**** INPUT DATA

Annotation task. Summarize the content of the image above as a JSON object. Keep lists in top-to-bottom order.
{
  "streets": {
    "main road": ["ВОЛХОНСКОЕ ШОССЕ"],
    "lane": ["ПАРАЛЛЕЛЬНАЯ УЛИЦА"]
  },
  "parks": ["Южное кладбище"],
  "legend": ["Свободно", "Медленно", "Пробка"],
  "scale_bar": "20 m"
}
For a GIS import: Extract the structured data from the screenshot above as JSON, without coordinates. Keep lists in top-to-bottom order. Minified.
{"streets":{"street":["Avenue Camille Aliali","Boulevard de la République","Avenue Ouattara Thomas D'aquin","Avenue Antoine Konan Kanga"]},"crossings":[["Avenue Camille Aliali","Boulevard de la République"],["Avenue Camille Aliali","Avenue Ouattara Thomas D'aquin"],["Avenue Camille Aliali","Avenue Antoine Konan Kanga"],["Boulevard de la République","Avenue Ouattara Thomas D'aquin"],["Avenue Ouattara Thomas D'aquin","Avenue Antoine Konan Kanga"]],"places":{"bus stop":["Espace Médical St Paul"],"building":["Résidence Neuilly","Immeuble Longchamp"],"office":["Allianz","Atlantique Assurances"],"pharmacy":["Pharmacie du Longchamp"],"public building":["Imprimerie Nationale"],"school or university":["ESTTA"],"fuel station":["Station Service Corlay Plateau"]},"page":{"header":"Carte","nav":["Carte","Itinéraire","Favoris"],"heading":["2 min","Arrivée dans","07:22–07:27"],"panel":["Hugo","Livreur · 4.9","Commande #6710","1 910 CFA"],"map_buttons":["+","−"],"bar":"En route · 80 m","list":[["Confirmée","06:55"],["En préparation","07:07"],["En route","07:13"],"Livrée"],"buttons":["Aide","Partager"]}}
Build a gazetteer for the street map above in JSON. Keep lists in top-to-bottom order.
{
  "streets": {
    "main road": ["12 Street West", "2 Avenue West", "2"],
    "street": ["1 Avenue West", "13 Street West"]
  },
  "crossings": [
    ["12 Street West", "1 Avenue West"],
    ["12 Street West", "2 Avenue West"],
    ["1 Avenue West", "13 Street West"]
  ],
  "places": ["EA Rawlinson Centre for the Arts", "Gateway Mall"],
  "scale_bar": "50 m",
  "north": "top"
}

********

• EXERCISE:
Repeat all of the listing above exactly, leaving nothing out.

• RESPONSE TO THE EXERCISE:
Annotation task. Summarize the content of the image above as a JSON object. Keep lists in top-to-bottom order.
{
  "streets": {
    "main road": ["ВОЛХОНСКОЕ ШОССЕ"],
    "lane": ["ПАРАЛЛЕЛЬНАЯ УЛИЦА"]
  },
  "parks": ["Южное кладбище"],
  "legend": ["Свободно", "Медленно", "Пробка"],
  "scale_bar": "20 m"
}
For a GIS import: Extract the structured data from the screenshot above as JSON, without coordinates. Keep lists in top-to-bottom order. Minified.
{"streets":{"street":["Avenue Camille Aliali","Boulevard de la République","Avenue Ouattara Thomas D'aquin","Avenue Antoine Konan Kanga"]},"crossings":[["Avenue Camille Aliali","Boulevard de la République"],["Avenue Camille Aliali","Avenue Ouattara Thomas D'aquin"],["Avenue Camille Aliali","Avenue Antoine Konan Kanga"],["Boulevard de la République","Avenue Ouattara Thomas D'aquin"],["Avenue Ouattara Thomas D'aquin","Avenue Antoine Konan Kanga"]],"places":{"bus stop":["Espace Médical St Paul"],"building":["Résidence Neuilly","Immeuble Longchamp"],"office":["Allianz","Atlantique Assurances"],"pharmacy":["Pharmacie du Longchamp"],"public building":["Imprimerie Nationale"],"school or university":["ESTTA"],"fuel station":["Station Service Corlay Plateau"]},"page":{"header":"Carte","nav":["Carte","Itinéraire","Favoris"],"heading":["2 min","Arrivée dans","07:22–07:27"],"panel":["Hugo","Livreur · 4.9","Commande #6710","1 910 CFA"],"map_buttons":["+","−"],"bar":"En route · 80 m","list":[["Confirmée","06:55"],["En préparation","07:07"],["En route","07:13"],"Livrée"],"buttons":["Aide","Partager"]}}
Build a gazetteer for the street map above in JSON. Keep lists in top-to-bottom order.
{
  "streets": {
    "main road": ["12 Street West", "2 Avenue West", "2"],
    "street": ["1 Avenue West", "13 Street West"]
  },
  "crossings": [
    ["12 Street West", "1 Avenue West"],
    ["12 Street West", "2 Avenue West"],
    ["1 Avenue West", "13 Street West"]
  ],
  "places": ["EA Rawlinson Centre for the Arts", "Gateway Mall"],
  "scale_bar": "50 m",
  "north": "top"
}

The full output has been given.